Both tenant interest and acquisition opportunities are looking favorable going into the second half of the year, according to Dennis Gershenson, president and CEO of retail REIT Ramco-Gershenson Properties Trust (NYSE: RPT).
"We are very pleased with the acceleration and interest of the tenants," Gershenson said during a REIT.com video interview filmed in New York during REITWeek 2012: NAREIT's Investor Forum. "We saw an acceleration of tenant interest at the beginning of the year, especially with the national retailers. Not just anchors but smaller tenants were open to buy."
Gershenson added that the company is also making multiple deals with retailers that are expanding their footprints to larger spaces. He used stores such as Ulta, The Shoe Carnival and Five Below as examples of smaller stores upgrading to larger spaces.

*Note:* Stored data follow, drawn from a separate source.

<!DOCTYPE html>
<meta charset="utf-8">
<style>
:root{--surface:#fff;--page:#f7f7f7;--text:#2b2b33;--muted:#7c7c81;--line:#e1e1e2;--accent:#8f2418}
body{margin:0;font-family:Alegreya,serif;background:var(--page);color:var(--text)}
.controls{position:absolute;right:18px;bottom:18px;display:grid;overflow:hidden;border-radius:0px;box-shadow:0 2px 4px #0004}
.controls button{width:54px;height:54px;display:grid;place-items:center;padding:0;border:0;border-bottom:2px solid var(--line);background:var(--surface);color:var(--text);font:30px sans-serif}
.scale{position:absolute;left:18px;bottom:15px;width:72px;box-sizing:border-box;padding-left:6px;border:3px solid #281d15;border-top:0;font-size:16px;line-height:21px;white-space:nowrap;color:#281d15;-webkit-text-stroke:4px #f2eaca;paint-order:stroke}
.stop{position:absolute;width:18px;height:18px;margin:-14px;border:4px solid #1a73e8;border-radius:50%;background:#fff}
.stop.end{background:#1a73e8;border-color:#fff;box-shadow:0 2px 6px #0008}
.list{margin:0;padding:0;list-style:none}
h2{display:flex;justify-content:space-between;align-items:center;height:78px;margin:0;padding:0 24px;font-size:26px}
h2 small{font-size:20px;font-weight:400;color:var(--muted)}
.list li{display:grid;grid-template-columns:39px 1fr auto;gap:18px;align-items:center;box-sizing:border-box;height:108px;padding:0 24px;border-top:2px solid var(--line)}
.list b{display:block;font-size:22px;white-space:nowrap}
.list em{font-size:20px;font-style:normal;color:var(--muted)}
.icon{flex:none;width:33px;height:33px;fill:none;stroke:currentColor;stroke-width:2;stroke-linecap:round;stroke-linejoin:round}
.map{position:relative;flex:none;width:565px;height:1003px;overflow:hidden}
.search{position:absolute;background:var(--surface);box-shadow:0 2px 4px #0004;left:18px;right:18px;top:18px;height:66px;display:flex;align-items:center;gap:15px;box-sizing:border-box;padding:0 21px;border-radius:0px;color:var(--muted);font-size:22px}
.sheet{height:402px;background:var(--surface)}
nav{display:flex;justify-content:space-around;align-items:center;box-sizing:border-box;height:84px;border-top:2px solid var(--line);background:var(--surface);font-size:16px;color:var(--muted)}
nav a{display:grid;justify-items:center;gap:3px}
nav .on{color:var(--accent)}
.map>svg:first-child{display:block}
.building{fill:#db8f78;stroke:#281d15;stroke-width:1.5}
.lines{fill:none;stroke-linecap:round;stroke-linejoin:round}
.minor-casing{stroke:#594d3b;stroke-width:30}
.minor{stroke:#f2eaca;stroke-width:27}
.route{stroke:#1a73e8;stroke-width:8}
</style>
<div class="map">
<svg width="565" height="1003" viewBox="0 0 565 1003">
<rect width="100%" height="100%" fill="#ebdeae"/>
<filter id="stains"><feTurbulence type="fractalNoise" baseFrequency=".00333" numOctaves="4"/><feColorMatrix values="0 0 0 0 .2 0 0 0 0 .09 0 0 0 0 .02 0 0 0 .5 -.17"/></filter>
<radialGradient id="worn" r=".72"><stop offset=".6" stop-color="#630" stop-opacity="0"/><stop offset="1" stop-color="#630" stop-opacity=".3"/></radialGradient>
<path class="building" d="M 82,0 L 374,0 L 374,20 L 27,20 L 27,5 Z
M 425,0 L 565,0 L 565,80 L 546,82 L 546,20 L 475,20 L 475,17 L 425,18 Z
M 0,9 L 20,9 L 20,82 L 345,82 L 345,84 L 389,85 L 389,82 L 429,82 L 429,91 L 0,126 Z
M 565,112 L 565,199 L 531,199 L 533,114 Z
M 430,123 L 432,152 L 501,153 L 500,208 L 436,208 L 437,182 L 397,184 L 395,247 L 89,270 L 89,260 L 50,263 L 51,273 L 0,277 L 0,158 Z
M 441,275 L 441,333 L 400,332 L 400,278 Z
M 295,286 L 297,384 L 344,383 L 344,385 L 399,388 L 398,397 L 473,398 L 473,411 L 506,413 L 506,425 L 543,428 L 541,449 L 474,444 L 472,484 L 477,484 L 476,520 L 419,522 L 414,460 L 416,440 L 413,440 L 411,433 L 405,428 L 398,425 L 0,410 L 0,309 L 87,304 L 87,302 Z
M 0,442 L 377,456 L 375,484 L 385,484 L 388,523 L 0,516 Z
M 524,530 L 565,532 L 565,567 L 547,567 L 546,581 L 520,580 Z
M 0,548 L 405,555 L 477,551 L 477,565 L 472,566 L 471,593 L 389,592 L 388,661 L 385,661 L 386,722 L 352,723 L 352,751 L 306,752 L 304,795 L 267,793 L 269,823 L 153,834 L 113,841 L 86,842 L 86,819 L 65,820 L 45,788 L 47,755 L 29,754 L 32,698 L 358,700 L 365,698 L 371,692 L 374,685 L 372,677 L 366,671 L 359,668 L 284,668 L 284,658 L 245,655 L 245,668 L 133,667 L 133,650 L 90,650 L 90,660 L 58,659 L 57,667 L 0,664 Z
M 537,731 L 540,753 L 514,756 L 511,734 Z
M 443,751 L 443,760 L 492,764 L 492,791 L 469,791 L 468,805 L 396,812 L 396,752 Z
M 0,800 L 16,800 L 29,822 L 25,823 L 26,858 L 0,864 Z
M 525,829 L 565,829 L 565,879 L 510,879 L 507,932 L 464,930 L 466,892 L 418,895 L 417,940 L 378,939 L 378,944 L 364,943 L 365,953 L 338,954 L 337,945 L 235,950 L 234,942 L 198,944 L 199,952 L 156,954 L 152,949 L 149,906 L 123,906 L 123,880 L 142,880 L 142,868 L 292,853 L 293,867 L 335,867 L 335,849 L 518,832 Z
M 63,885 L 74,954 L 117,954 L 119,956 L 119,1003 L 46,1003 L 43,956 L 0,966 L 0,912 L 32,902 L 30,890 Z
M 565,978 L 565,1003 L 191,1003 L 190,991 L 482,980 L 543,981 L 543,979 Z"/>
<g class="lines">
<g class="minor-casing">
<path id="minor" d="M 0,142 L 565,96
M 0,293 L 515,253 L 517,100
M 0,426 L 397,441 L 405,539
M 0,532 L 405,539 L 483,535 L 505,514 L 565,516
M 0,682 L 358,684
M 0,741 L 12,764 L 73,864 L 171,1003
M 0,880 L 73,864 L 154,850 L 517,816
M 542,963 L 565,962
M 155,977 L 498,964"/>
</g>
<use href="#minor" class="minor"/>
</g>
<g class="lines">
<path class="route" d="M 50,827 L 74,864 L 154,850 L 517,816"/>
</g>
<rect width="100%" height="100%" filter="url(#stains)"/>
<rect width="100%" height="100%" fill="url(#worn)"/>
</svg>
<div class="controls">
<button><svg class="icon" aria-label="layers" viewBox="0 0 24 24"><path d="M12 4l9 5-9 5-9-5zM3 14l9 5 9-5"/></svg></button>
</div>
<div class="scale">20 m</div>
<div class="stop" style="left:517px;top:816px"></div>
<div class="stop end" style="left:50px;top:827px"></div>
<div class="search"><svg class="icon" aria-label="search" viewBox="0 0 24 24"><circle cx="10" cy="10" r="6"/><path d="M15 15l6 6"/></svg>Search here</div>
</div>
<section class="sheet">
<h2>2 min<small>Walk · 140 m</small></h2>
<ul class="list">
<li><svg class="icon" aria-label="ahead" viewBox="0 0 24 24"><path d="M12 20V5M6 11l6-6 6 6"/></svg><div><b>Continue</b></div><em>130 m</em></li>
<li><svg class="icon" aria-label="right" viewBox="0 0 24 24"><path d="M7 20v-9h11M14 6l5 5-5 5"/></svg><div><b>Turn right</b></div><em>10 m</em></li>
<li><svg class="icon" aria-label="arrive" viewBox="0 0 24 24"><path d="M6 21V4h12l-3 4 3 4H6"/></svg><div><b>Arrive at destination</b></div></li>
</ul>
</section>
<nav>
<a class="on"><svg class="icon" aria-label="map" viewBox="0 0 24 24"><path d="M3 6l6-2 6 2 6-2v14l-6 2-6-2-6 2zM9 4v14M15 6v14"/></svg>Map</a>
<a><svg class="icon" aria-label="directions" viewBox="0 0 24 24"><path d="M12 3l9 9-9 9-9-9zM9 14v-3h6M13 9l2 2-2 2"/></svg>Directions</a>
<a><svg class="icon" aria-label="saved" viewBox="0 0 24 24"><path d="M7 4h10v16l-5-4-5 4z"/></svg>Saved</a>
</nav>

However, he said it would be a mistake to make the assumption that the retail sector has fully recovered. He referred to the industry as being "cautiously optimistic."
In keeping with that theme, Gershenson suggested some basic rules that should apply now, in case the market takes a turn for the worst.
"Stick to your basic blocking and tackling. Make sure you put something away for a rainy day and don't be overly optimistic as far as financing is concerned," he said. "Be conservative in your financing decisions."
When it comes to acquiring properties, Gershenson said the market is ultimately efficient, and he added that there has been an acceleration of acquisition opportunities.
"That means that I don't care how much you want for your asset"“the marketplace and the number of bidders are going to be the ones that come in and help determine that," he said. "On the coasts, you're seeing some very aggressive pricing. We'll have to wait and see if that justifies itself."
Gershenson said the company prefers to invest in the middle of the country, where he said cap rates are more favorable. In the month of May, the company purchased close to $108 million in shopping center assets, including two in Colorado and one each in Wisconsin and Missouri.